In het kader van RePowerEU hebben wij een additionele enveloppe van 20 miljard euro van de Europese Commissie. Wij hebben samen met minister Van Peteghem een gemeenschappelijke positie ingenomen om de eerste verdeelsleutel te wijzigen. Dat was immers dezelfde verdeelsleutel als de covidverdeelsleutel. Dat had geen zin.

 

Op 4 oktober heeft inderdaad een debat plaatsgevonden in de Ecofin. Onze positie dat de afhankelijkheid van fossiele brandstoffen en de stijging van de investeringskosten moeten worden opgenomen, zit vervat in de nieuwe sleutel, maar er is ook een element over de cohesiedimensie in opgenomen.

 

Dat verklaart waarom landen als Polen en Hongarije een groter deel van de enveloppe krijgen.

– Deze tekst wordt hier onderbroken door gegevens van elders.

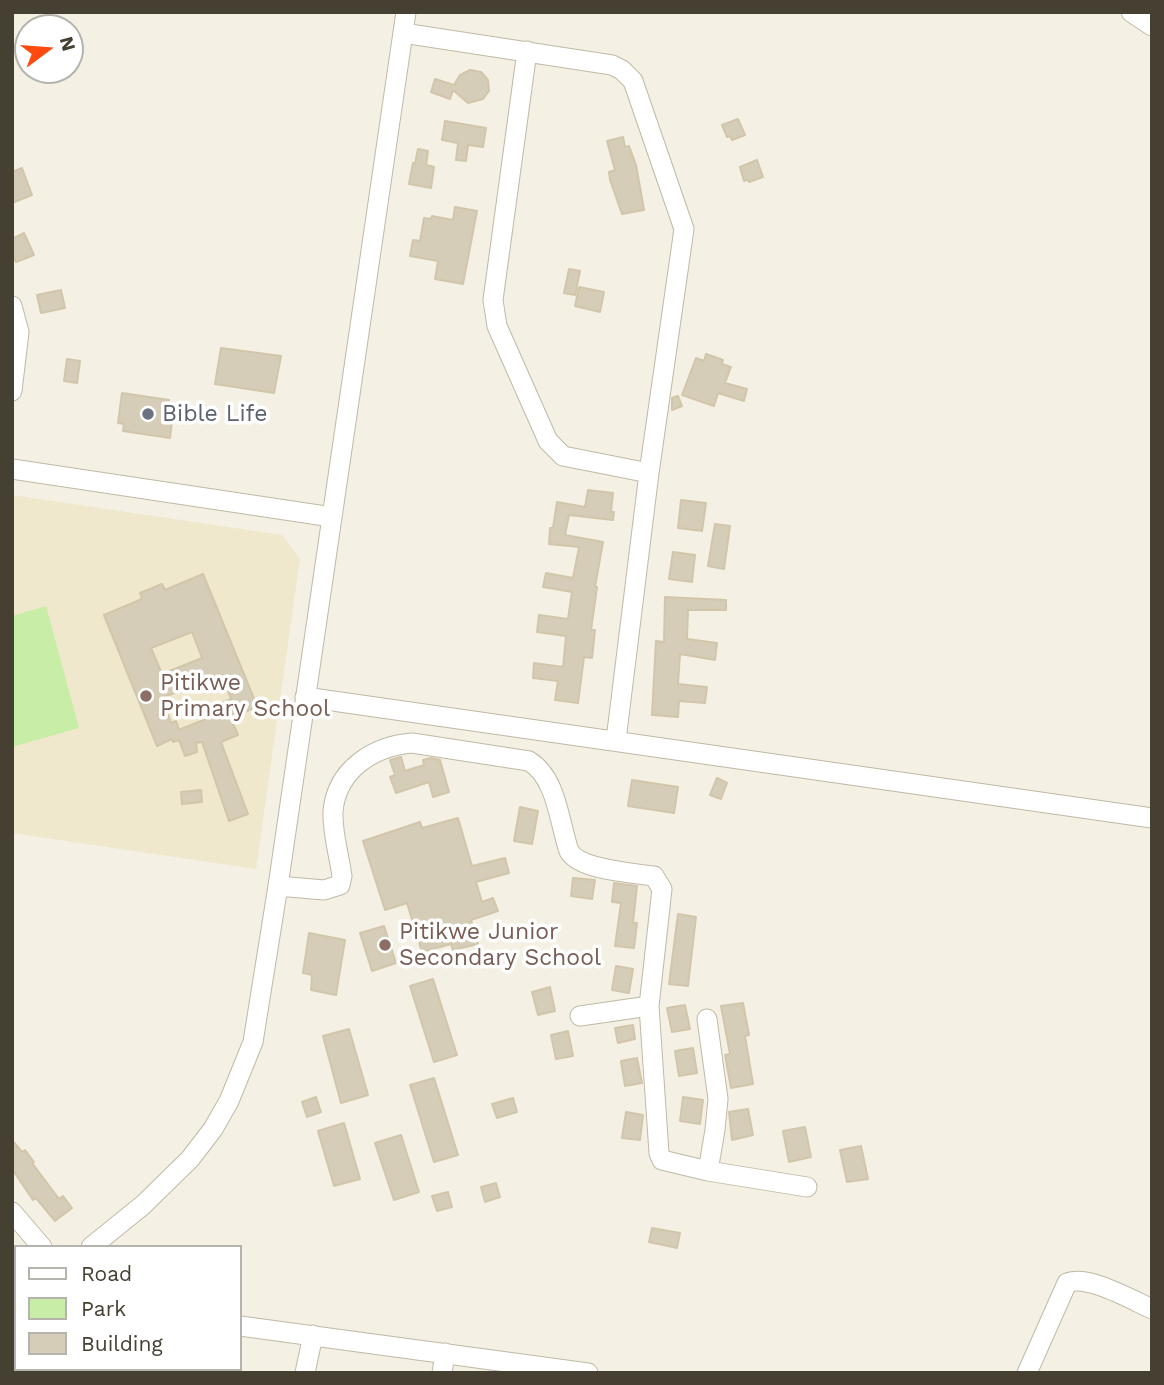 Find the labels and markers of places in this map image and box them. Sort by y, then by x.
place label: Bible Life [162,400,268,428]
marker: Bible Life [140,406,156,422]
place label: Pitikwe Primary School [160,669,330,723]
marker: Pitikwe Primary School [138,688,154,704]
place label: Pitikwe Junior Secondary School [399,918,601,972]
marker: Pitikwe Junior Secondary School [377,937,393,953]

We krijgen inderdaad voor 282 miljoen euro extra aan Europese subsidies. We kunnen een eindeloos debat voeren over de verdeelsleutel, maar het belangrijkste debat vandaag is dat over de 20 miljard op Europees niveau voor de transitie en de onafhankelijkheid van Russisch gas. Dat is niet zo veel, rekening houdend met de uitdagingen waar we voor staan. We moeten inderdaad twee verschillende debatten voeren. Ten eerste, is de verdeelsleutel rechtvaardig? Ja. Het grotere debat gaat echter over de 20 miljard euro op Europees niveau voor een dermate belangrijke uitdaging. Dat is veel te weinig. Dat is de grootste uitdaging, niet alleen voor de onafhankelijkheid van Russisch gas, maar ook voor de transitie. We moeten meer investeren en dat moet op Europees niveau gebeuren.

 

02.08  Reccino Van Lommel (VB): Mijnheer de staatssecretaris, dank u voor uw antwoord en de toelichting van de huidige stand van zaken. We zullen in de komende weken en maanden opnieuw van gedachten wisselen over dat plan. We komen er dan nog op terug.

 

L'incident est clos.

Het incident is gesloten.

 

Le président: La question n° 55029159C de M. François De Smet devient sans objet.

 

La réunion publique de commission est levée à 10 h 10.

De openbare commissievergadering wordt gesloten om 10.10 uur.